Facing a Friday deadline, it’s been reported that House Speaker Paul Ryan is leaning toward a 20-month extension of current funding. Jenkins said Tuesday during an appearance on MetroNews “Talkline” he’s spoken with Ryan and urged him to get on board with a permanent fix but Jenkins also said it’s not right for Democrats to criticize Ryan.
“Candidly, I want to avoid the finger-pointing that maybe Senator (Joe) Manchin is suggesting,” Jenkins said. “Let’s not forget that from 2008 to 2014 the Democrats were in control of the United States Senate. What did they do? How did they lead in terms of looking for a solution to this problem?”
Manchin said last week on “Talkline” the Senate was going to pass a fix but the problem was in the House.

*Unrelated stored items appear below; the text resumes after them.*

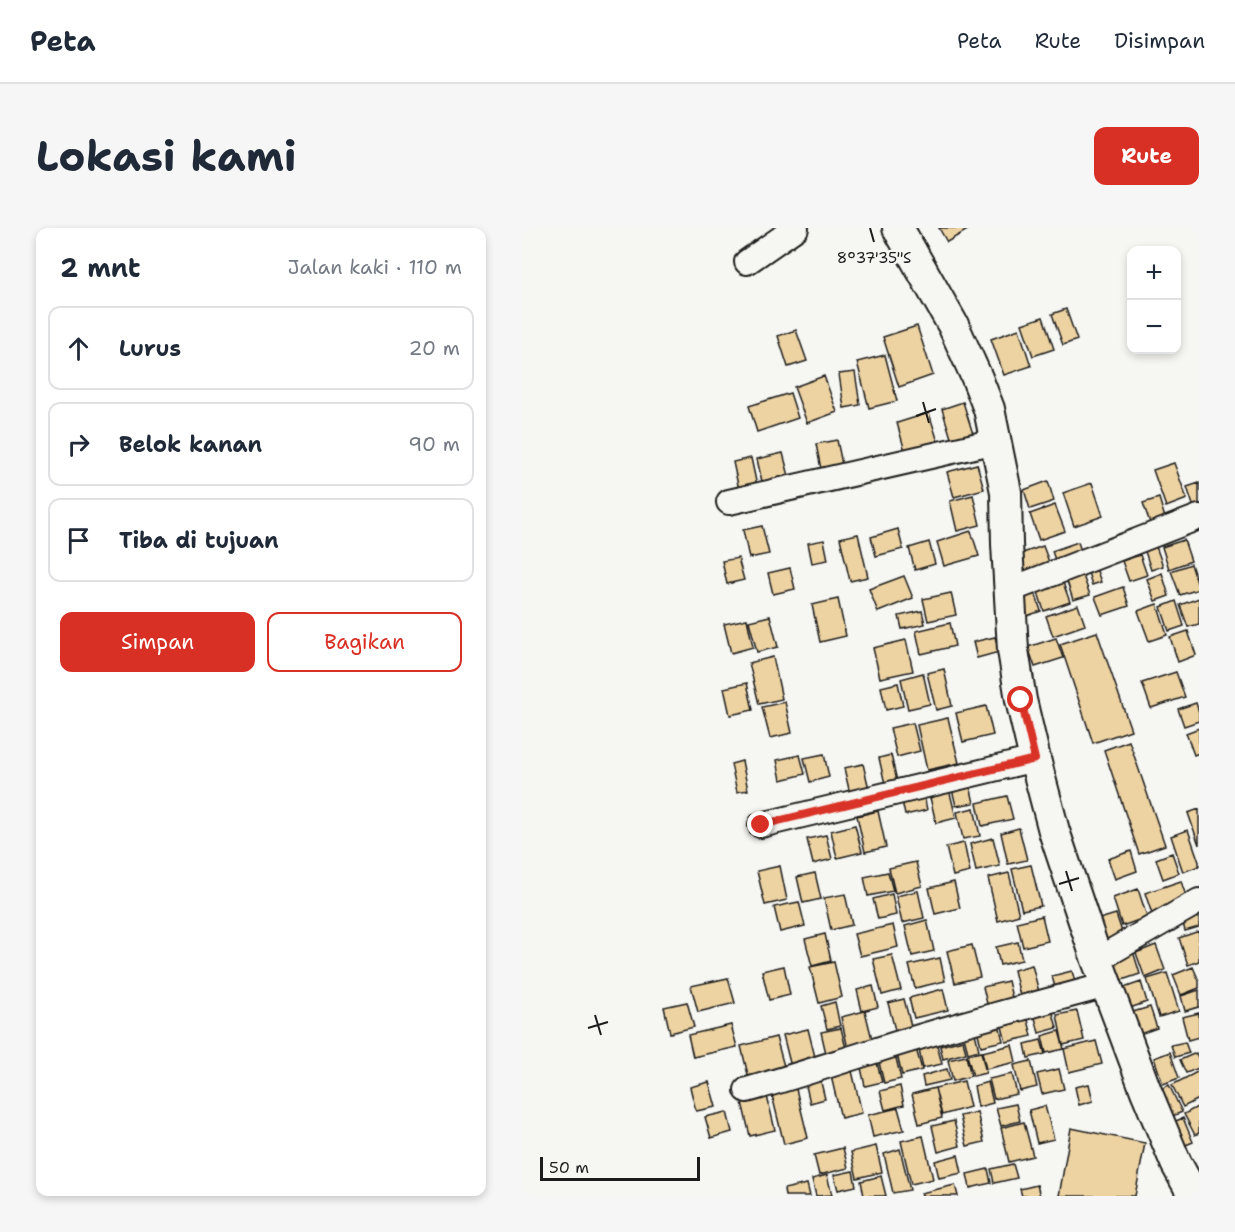 <!DOCTYPE html>
<html lang="id">
<meta charset="utf-8">
<style>
:root{--surface:#fff;--page:#f6f6f7;--text:#1f2937;--muted:#747a83;--line:#e0e1e3;--accent:#d93025}
body{margin:0;font-family:"Shantell Sans",sans-serif;background:var(--page);color:var(--text)}
.controls{position:absolute;right:18px;top:18px;display:grid;overflow:hidden;border-radius:12px;box-shadow:0 3px 9px #0003}
.controls button{width:54px;height:54px;display:grid;place-items:center;padding:0;border:0;border-bottom:2px solid var(--line);background:var(--surface);color:var(--text);font:30px sans-serif}
.scale{position:absolute;left:18px;bottom:15px;width:160px;box-sizing:border-box;padding-left:6px;border:3px solid #1c1c1c;border-top:0;font-size:16px;line-height:21px;white-space:nowrap;color:#1c1c1c;-webkit-text-stroke:4px #f6f6f2;paint-order:stroke}
.stop{position:absolute;width:18px;height:18px;margin:-14px;border:4px solid #d93025;border-radius:50%;background:#fff}
.stop.end{background:#d93025;border-color:#fff;box-shadow:0 2px 6px #0008}
.list{margin:0;padding:0;list-style:none}
h2{display:flex;justify-content:space-between;align-items:center;height:78px;margin:0;padding:0 24px;font-size:26px}
h2 small{font-size:20px;font-weight:400;color:var(--muted)}
.list li{display:grid;grid-template-columns:39px 1fr auto;gap:18px;align-items:center;box-sizing:border-box;height:84px;margin:0 12px 12px;padding:0 12px;border:2px solid var(--line);border-radius:12px}
.list b{display:block;font-size:22px;white-space:nowrap}
.list em{font-size:20px;font-style:normal;color:var(--muted)}
.actions{display:flex;gap:12px;padding:18px 24px}
.actions a{flex:1;padding:14px 0;border:2px solid var(--accent);border-radius:12px;text-align:center;font-size:21px;color:var(--accent)}
.actions .main{background:var(--accent);color:#fff}
.icon{flex:none;width:33px;height:33px;fill:none;stroke:currentColor;stroke-width:2;stroke-linecap:round;stroke-linejoin:round}
.map{position:relative;flex:none;width:677px;height:968px;overflow:hidden;border-radius:12px}
header{display:flex;align-items:center;gap:36px;box-sizing:border-box;height:84px;padding:0 30px;background:var(--surface);border-bottom:2px solid var(--line)}
header strong{font-size:28px}
nav{display:flex;gap:33px;margin-inline-start:auto;font-size:21px}
.intro{display:flex;align-items:center;justify-content:space-between;box-sizing:border-box;height:144px;padding:0 36px}
h1{margin:0;font-size:42px}
.button{padding:15px 27px;border-radius:12px;background:var(--accent);color:#fff;font-size:21px;font-weight:700}
main{display:flex;gap:36px;padding:0 36px}
aside{flex:1;background:var(--surface);border-radius:12px;box-shadow:0 3px 9px #0003}
.map>svg:first-child{display:block}
</style>
<header>
<strong>Peta</strong>
<nav><a>Peta</a><a>Rute</a><a>Disimpan</a></nav>
</header>
<div class="intro"><h1>Lokasi kami</h1><a class="button">Rute</a></div>
<main>
<aside>
<h2>2 mnt<small>Jalan kaki · 110 m</small></h2>
<ul class="list">
<li><svg class="icon" aria-label="ahead" viewBox="0 0 24 24"><path d="M12 20V5M6 11l6-6 6 6"/></svg><div><b>Lurus</b></div><em>20 m</em></li>
<li><svg class="icon" aria-label="right" viewBox="0 0 24 24"><path d="M7 20v-9h11M14 6l5 5-5 5"/></svg><div><b>Belok kanan</b></div><em>90 m</em></li>
<li><svg class="icon" aria-label="arrive" viewBox="0 0 24 24"><path d="M6 21V4h12l-3 4 3 4H6"/></svg><div><b>Tiba di tujuan</b></div></li>
</ul>
<div class="actions"><a class="main">Simpan</a><a>Bagikan</a></div>
</aside>
<div class="map">
<svg width="677" height="968" viewBox="0 0 677 968">
<rect width="100%" height="100%" fill="#f6f6f2"/>
<filter id="ink" filterUnits="userSpaceOnUse"><feTurbulence type="fractalNoise" baseFrequency=".0167" numOctaves="2"/><feDisplacementMap in="SourceGraphic" scale="12" xChannelSelector="R" yChannelSelector="G"/><feConvolveMatrix kernelMatrix="1 2 1 2 8 2 1 2 1" color-interpolation-filters="sRGB"/></filter>
<g filter="url(#ink)">
<path fill="#eed3a2" stroke="#1c1c1c" stroke-width="1.5" d="M417,0H449L425,14Z
M544,81L555,112L541,117L530,86Z
M521,89L532,121L511,128L500,96Z
M395,98L411,147L377,159L361,109Z
M497,101L509,138L482,147L469,111Z
M274,102L285,133L266,139L256,108Z
M363,127L375,173L347,180L335,134Z
M333,144L338,177L322,180L317,146Z
M302,148L315,184L285,195L272,159Z
M268,165L276,190L235,204L227,178Z
M441,174L451,206L430,213L420,181Z
M407,185L416,214L383,223L375,195Z
M315,212L320,236L299,241L294,216Z
M261,225L268,252L241,258L235,231Z
M229,230L235,258L217,262L211,234Z
M652,235L665,271L644,279L631,242Z
M455,236L462,261L432,269L425,244Z
M526,253L532,273L508,281L502,262Z
M570,255L581,288L552,298L541,265Z
M677,255V282L673,283L665,259Z
M451,267L458,297L435,303L428,273Z
M637,270L643,290L628,295L621,275Z
M533,277L543,303L517,312L508,286Z
M240,298L247,326L227,330L221,302Z
M376,301L381,321L354,328L349,309Z
M449,303L457,328L422,338L415,314Z
M336,306L346,349L328,353L318,310Z
M302,312L306,332L290,335L286,315Z
M662,312L669,333L647,341L640,319Z
M632,313L641,338L629,342L621,317Z
M407,314L413,336L393,342L387,320Z
M556,314L561,329L535,338L530,323Z
M521,318L530,342L503,352L495,327Z
M618,327L625,347L607,353L600,333Z
M216,330L222,352L205,356L200,333Z
M571,332L579,354L570,357L563,335Z
M669,336L677,361L658,367L649,343Z
M268,340L273,361L251,366L246,345Z
M560,345L568,367L551,372L544,350Z
M640,345L647,368L633,373L625,351Z
M382,348L391,370L356,384L347,361Z
M540,352L548,374L522,383L515,361Z
M601,359L607,378L580,387L573,369Z
M512,362L519,383L499,390L492,368Z
M429,365L434,387L406,393L401,371Z
M677,370V396L666,399L658,377Z
M316,371L324,408L298,414L290,377Z
M654,373L662,398L647,403L639,379Z
M635,376L645,407L627,413L616,383Z
M556,377L563,397L531,408L524,388Z
M400,383L403,396L380,401L377,388Z
M248,388L256,419L235,424L227,393Z
M225,391L231,419L209,425L202,396Z
M428,395L433,418L399,426L394,403Z
M666,403L674,427L656,434L648,409Z
M575,404L609,502L571,515L538,416Z
M473,409L477,424L455,430L451,414Z
M534,410L541,430L513,439L506,419Z
M384,412L391,443L358,450L351,420Z
M251,429L260,471L237,476L227,435Z
M422,441L430,478L414,482L405,445Z
M654,444L663,469L629,480L620,455Z
M401,445L408,476L386,481L379,451Z
M225,455L231,482L208,487L202,460Z
M376,455L381,478L364,482L359,459Z
M263,474L270,505L248,510L240,479Z
M674,475L677,484V493L662,498L656,481Z
M464,478L471,507L441,514L434,485Z
M426,490L437,535L405,542L395,497Z
M391,495L398,523L375,529L368,500Z
M677,500V525L672,527L664,505Z
M607,513L643,617L617,626L582,522Z
M302,526L307,549L288,554L282,530Z
M278,527L283,546L259,552L255,532Z
M369,527L375,553L363,556L357,530Z
M220,533L226,562L215,564L209,536Z
M341,536L348,565L329,570L322,540Z
M447,553L452,575L434,578L429,557Z
M427,561L434,590L414,595L407,565Z
M401,562L405,582L383,587L379,568Z
M485,568L491,591L460,598L455,575Z
M452,580L458,608L441,611L435,584Z
M677,581V617L666,585Z
M356,583L364,619L343,624L335,588Z
M333,597L340,624L315,630L309,603Z
M497,600L505,632L486,636L479,605Z
M666,602L677,634V638L661,644L649,608Z
M304,607L310,631L291,636L285,611Z
M471,610L478,638L454,643L448,616Z
M442,615L448,644L431,648L424,619Z
M609,623L615,643L593,651L586,631Z
M650,625L657,645L641,651L634,631Z
M394,634L400,658L373,665L367,640Z
M509,637L519,678L500,682L490,641Z
M258,638L265,672L243,677L235,643Z
M366,644L371,663L346,668L342,649Z
M293,645L299,671L281,675L275,649Z
M487,645L497,687L476,693L466,650Z
M659,653L666,674L630,686L623,665Z
M432,654L438,680L413,686L407,660Z
M616,661L625,689L600,698L591,670Z
M396,663L402,690L380,695L374,668Z
M323,666L330,697L309,702L302,670Z
M370,666L374,687L356,691L351,671Z
M277,674L283,698L258,704L252,679Z
M677,683V699L663,703L659,687Z
M594,686L601,707L579,714L571,693Z
M520,688L526,713L501,719L495,694Z
M405,692L412,723L390,728L383,698Z
M371,697L376,719L338,728L332,706Z
M677,703V733L666,737L657,710Z
M303,706L309,733L290,738L283,711Z
M496,714L500,732L478,737L474,719Z
M450,717L458,749L433,755L425,723Z
M634,717L643,742L623,750L614,725Z
M610,720L618,746L597,753L588,727Z
M370,727L379,762L360,767L351,731Z
M418,730L423,753L393,760L387,737Z
M312,734L320,769L297,775L288,739Z
M510,737L517,764L498,768L492,742Z
M262,738L268,767L247,772L240,743Z
M671,739L677,753V760L659,767L651,747Z
M550,743L555,761L535,767L530,748Z
M645,745L657,783L637,789L625,751Z
M206,750L213,775L176,784L169,758Z
M486,753L492,778L467,784L461,759Z
M619,754L625,774L605,781L599,761Z
M351,758L356,779L340,783L335,762Z
M421,761L426,782L392,790L387,770Z
M677,762V779L663,783L659,768Z
M382,771L389,798L373,802L366,775Z
M165,774L172,799L148,805L142,779Z
M313,774L318,798L305,801L299,778Z
M529,778L535,800L517,805L511,782Z
M628,779L635,800L612,808L604,786Z
M343,783L351,815L326,821L319,789Z
M555,783L562,812L541,817L535,787Z
M504,784L510,808L484,814L478,791Z
M677,785V809L666,812L660,789Z
M476,792L481,813L459,818L454,797Z
M209,797L215,819L171,829L166,807Z
M319,800L326,829L306,834L299,804Z
M286,801L294,833L269,839L261,807Z
M537,803L542,821L524,825L520,808Z
M453,805L457,822L446,825L442,808Z
M254,809L263,842L227,851L219,818Z
M441,812L444,825L421,831L418,818Z
M519,812L523,826L506,830L503,816Z
M574,813L580,836L547,844L542,821Z
M663,814L667,825L653,829L649,817Z
M393,817L400,842L380,847L374,822Z
M415,817L420,836L401,840L397,822Z
M490,817L494,834L464,841L460,824Z
M372,822L379,851L362,855L355,826Z
M459,824L464,845L451,848L445,827Z
M648,824L657,850L641,856L632,830Z
M674,825L677,832V840L664,845L658,832Z
M444,828L449,848L431,853L426,832Z
M354,831L360,854L343,858L338,835Z
M509,833L515,859L498,863L492,837Z
M425,841L428,852L402,858L400,848Z
M537,841L542,861L520,866L515,846Z
M330,843L340,885L319,890L309,848Z
M677,843V871L661,879L650,857Z
M297,846L303,871L288,875L282,849Z
M490,846L495,866L472,871L467,851Z
M442,853L448,879L420,887L413,860Z
M187,854L194,879L174,883L168,859Z
M466,854L471,875L456,879L452,858Z
M567,856L571,873L557,877L553,859Z
M273,857L286,910L262,916L249,863Z
M647,857L660,884L646,890L634,863Z
M378,858L382,877L363,882L358,863Z
M413,860L420,890L397,896L390,866Z
M244,864L253,902L228,908L219,870Z
M494,876L498,893L479,898L474,880Z
M523,878L532,911L515,915L507,882Z
M677,878V905L673,907L662,886Z
M376,880L382,902L351,909L346,887Z
M205,884L210,904L189,910L183,889Z
M455,884L462,914L445,918L438,888Z
M661,890L671,914L654,921L644,897Z
M432,893L438,918L416,924L410,898Z
M502,894L511,928L487,934L479,900Z
M549,900L623,915L613,968H537Z
M401,908L411,951L389,956L379,913Z
M354,918L360,944L335,950L329,924Z
M321,920L326,940L297,947L292,927Z
M378,921L388,962L371,965L362,926Z
M436,927L440,945L417,950L413,933Z
M491,936L495,950L472,955L469,941Z
M466,941L469,955L448,960L445,946Z
M331,943L334,958L316,962L312,947Z
M305,947L310,967L294,968L290,951Z
M359,948L364,968H342L339,953Z
M285,956L288,968H263L262,961Z
M433,957L436,968H400L399,965Z
M515,957L518,968H500L498,961Z"/>
<g fill="none" stroke-linecap="round" stroke-linejoin="round">
<g stroke="#1c1c1c" stroke-width="28">
<path id="minor" d="M225,34L274,0
M207,274L474,213
M488,362L677,289
M239,597L513,531
M575,732L677,673
M225,862C268,850 310,836 352,823C429,798 507,778 585,757"/>
</g>
<g stroke="#1c1c1c" stroke-width="34">
<path id="tertiary" d="M376,0L431,97L455,150L467,181L484,264L485,316L491,422L499,472L513,531L532,603L575,732L624,863L654,935L672,968"/>
</g>
<use href="#minor" stroke="#f6f6f2" stroke-width="24"/>
<use href="#tertiary" stroke="#f6f6f2" stroke-width="30"/>
</g>
</g>
<g fill="none" stroke-linecap="round" stroke-linejoin="round" filter="url(#ink)">
<path stroke="#d93025" stroke-width="8" d="M239,597L513,531L499,472"/>
</g>
<path fill="none" stroke="#1c1c1c" stroke-width="2" d="M348,0L352,14M401,174L407,195M394,188L414,181M544,643L550,663M537,656L557,650M73,787L79,807M66,800L86,794"/>
<g font-size="15" text-anchor="middle" fill="#1c1c1c" stroke="#f6f6f2" stroke-width="4.5" stroke-linejoin="round" paint-order="stroke">
<text x="352" y="35">8°37'35"S</text>
</g>
</svg>
<div class="controls">
<button>+</button>
<button>−</button>
</div>
<div class="scale">50 m</div>
<div class="stop" style="left:499px;top:472px"></div>
<div class="stop end" style="left:239px;top:597px"></div>
</div>
</main>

“I’m urging all of our Congress representatives to push back, stop, shove, don’t leave town, don’t let (House Speaker) Paul Ryan leave town until they fix it this time,” Manchin said.
Jenkins said the problem has been on the front-burner for many years.
“Nothing was done. We’re now at a crisis…we should get the job done,” Jenkins said.
Jenkins is considering a run against Manchin next year. He said Tuesday on “Talkline” no final decision has been made.
The shutdown of the federal government is looming if Congress doesn’t pass a budget or a continuing resolution. Jenkins said it’s important to have the health benefits aspect of the miners’ issue in that piece of legislation while at the same time passing the Miner’s Protection Act that would guarantee funding for health care and pensions in the years ahead.
It looks like there won’t be funding in the spending plan for a border wall. The Trump administration has said that can be dealt with later this year. Jenkins, who supports a wall, said Tuesday there are already efforts underway to secure the border.
“There’s a range of things we can do to support the border, one of which is the wall. I support a wall but we’re working certainly in the right direction for more secure borders,” Jenkins said.
The bankruptcies of dozens of coal companies in recent years has severely drained the fund that has paid for the health care and pensions over the years. The Miner’s Protection Act would set up a new funding source from the Abandoned Mine Land Fund.